-- What is required --
Scan the records for the string "Reverhos"; copy each line where it occurs.

(Materials provided begins)

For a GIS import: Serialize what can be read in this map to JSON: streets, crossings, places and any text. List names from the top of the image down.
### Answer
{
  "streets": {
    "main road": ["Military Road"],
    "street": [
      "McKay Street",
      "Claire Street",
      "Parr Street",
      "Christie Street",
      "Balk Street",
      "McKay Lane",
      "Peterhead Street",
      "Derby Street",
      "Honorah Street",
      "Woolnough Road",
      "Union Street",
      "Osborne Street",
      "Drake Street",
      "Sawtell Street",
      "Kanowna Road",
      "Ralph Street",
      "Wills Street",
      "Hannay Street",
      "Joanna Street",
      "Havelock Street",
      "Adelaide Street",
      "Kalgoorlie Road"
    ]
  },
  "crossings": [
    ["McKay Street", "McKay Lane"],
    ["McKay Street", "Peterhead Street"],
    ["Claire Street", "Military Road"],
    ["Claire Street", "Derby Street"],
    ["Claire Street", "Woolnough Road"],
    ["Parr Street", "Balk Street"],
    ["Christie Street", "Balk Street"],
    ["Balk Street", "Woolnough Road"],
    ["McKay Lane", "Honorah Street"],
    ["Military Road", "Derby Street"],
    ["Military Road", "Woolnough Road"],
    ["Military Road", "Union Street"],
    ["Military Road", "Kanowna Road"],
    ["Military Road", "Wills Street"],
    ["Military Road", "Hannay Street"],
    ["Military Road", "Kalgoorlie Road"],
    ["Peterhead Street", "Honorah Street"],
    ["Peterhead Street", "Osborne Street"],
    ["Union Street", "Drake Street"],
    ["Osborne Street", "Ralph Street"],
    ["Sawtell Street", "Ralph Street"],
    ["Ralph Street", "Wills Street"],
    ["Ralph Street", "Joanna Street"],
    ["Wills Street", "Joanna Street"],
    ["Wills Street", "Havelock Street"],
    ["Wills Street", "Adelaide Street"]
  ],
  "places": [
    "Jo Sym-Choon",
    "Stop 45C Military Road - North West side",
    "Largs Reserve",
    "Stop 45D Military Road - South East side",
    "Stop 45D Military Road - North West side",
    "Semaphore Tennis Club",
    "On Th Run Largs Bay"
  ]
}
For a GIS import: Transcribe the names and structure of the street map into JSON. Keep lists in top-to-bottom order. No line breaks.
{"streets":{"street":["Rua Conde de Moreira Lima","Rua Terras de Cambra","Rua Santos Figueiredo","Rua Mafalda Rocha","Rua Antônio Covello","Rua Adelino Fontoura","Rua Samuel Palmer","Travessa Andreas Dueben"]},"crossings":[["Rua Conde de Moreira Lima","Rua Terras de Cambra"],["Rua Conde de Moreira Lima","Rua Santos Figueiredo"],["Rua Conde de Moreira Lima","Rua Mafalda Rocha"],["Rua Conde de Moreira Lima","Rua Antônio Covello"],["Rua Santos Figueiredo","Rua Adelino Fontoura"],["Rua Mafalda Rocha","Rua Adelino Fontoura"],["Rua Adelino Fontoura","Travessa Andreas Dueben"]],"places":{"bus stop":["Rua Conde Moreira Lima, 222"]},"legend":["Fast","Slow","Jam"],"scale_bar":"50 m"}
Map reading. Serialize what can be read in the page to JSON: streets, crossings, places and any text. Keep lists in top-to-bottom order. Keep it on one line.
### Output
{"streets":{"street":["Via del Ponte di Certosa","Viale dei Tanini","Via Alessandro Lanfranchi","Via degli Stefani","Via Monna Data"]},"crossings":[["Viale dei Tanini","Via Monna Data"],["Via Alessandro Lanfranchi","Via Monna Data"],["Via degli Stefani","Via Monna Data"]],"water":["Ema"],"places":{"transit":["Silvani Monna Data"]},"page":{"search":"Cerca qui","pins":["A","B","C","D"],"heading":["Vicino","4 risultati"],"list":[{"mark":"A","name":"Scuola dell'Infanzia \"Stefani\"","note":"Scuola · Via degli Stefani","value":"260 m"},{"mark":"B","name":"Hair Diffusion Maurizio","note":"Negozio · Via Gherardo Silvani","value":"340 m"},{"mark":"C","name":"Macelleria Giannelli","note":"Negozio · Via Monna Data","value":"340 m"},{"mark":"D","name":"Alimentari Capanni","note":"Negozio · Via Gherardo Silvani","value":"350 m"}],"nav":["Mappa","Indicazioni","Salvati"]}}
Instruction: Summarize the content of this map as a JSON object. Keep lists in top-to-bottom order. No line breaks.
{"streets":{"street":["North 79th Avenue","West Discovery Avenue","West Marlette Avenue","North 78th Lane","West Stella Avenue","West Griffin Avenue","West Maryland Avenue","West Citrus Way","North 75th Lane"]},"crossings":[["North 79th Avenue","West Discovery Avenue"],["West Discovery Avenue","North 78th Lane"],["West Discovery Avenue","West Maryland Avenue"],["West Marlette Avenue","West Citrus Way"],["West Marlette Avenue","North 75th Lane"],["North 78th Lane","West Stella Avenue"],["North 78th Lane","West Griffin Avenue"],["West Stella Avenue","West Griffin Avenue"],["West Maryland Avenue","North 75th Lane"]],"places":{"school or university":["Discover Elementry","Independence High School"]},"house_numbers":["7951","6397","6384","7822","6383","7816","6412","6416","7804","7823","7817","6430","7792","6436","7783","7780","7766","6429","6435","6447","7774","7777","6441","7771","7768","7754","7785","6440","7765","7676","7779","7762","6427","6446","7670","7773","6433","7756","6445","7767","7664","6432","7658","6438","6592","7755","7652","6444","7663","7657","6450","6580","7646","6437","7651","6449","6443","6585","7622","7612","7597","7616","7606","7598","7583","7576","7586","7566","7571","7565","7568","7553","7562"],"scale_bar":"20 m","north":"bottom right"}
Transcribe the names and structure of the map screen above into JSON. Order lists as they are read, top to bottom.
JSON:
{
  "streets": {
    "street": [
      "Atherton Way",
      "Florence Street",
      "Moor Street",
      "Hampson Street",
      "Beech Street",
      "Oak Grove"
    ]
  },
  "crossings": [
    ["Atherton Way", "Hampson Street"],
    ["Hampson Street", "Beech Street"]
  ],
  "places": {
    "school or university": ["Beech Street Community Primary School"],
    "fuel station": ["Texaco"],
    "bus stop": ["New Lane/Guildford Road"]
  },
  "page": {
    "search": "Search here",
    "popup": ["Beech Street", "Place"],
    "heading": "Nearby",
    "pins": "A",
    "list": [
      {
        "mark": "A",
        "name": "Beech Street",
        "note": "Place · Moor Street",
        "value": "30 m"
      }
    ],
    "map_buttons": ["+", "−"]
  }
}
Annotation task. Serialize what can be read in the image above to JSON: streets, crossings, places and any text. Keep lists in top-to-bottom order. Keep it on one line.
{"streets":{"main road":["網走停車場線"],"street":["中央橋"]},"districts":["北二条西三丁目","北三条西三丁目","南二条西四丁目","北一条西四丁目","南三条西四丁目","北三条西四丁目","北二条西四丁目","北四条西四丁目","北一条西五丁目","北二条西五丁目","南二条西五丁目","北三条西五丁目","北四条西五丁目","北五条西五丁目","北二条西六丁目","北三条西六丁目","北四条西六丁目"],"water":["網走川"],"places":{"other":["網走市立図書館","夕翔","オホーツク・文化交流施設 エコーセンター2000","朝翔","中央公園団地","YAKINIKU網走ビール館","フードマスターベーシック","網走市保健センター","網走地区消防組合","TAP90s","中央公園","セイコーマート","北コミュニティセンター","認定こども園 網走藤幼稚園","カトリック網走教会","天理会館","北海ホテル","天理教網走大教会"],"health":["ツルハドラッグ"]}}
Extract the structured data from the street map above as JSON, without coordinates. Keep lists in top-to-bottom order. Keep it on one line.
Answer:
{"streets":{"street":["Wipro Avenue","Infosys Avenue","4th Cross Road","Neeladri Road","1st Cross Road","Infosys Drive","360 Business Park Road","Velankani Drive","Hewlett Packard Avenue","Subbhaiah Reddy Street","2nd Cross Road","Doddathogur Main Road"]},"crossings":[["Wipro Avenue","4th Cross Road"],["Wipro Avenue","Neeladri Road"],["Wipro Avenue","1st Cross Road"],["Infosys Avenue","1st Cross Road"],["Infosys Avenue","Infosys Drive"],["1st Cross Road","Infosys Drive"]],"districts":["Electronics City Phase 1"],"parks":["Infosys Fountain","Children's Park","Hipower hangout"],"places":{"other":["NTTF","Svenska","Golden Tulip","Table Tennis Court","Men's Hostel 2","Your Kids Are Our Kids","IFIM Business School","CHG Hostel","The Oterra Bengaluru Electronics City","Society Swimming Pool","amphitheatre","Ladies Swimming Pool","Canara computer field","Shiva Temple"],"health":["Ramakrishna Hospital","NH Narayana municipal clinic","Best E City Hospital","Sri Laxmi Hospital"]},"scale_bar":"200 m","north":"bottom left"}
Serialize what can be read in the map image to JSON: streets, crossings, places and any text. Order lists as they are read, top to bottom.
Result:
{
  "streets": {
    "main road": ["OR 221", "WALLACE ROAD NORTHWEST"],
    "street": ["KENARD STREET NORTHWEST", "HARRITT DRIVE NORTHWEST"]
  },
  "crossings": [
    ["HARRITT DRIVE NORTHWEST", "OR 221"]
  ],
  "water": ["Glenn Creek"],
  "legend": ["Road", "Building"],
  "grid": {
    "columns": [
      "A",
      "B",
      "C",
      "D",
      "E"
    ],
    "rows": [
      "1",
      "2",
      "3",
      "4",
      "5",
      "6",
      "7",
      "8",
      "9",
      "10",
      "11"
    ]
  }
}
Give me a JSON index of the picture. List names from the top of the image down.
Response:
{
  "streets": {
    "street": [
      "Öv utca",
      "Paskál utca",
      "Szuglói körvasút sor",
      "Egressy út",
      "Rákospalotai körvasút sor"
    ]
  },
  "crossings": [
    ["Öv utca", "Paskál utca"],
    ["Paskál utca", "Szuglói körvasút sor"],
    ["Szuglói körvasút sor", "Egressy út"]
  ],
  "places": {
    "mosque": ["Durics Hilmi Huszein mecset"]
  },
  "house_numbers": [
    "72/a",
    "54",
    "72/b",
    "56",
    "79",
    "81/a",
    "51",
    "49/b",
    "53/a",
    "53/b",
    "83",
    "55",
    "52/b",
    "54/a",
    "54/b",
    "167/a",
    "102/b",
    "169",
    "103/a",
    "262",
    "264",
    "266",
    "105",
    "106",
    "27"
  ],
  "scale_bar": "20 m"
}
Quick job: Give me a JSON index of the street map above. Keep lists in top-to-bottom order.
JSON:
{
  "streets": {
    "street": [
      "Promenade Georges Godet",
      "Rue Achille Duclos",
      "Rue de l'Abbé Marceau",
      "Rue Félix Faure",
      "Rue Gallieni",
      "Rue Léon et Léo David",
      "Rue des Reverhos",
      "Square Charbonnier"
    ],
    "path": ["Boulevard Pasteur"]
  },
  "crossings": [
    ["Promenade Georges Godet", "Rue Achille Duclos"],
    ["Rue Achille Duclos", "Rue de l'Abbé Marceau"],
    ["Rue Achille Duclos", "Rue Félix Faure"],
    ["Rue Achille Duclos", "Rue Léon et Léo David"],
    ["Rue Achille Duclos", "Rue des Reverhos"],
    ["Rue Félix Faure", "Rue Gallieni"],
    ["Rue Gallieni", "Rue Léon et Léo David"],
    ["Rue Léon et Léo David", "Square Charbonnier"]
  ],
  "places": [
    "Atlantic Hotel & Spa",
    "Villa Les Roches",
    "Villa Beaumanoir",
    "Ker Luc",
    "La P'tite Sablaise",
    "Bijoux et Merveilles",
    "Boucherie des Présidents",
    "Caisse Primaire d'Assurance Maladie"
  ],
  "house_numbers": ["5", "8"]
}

(Materials provided ends)

-- Answer box --
      "Rue des Reverhos",
    ["Rue Achille Duclos", "Rue des Reverhos"],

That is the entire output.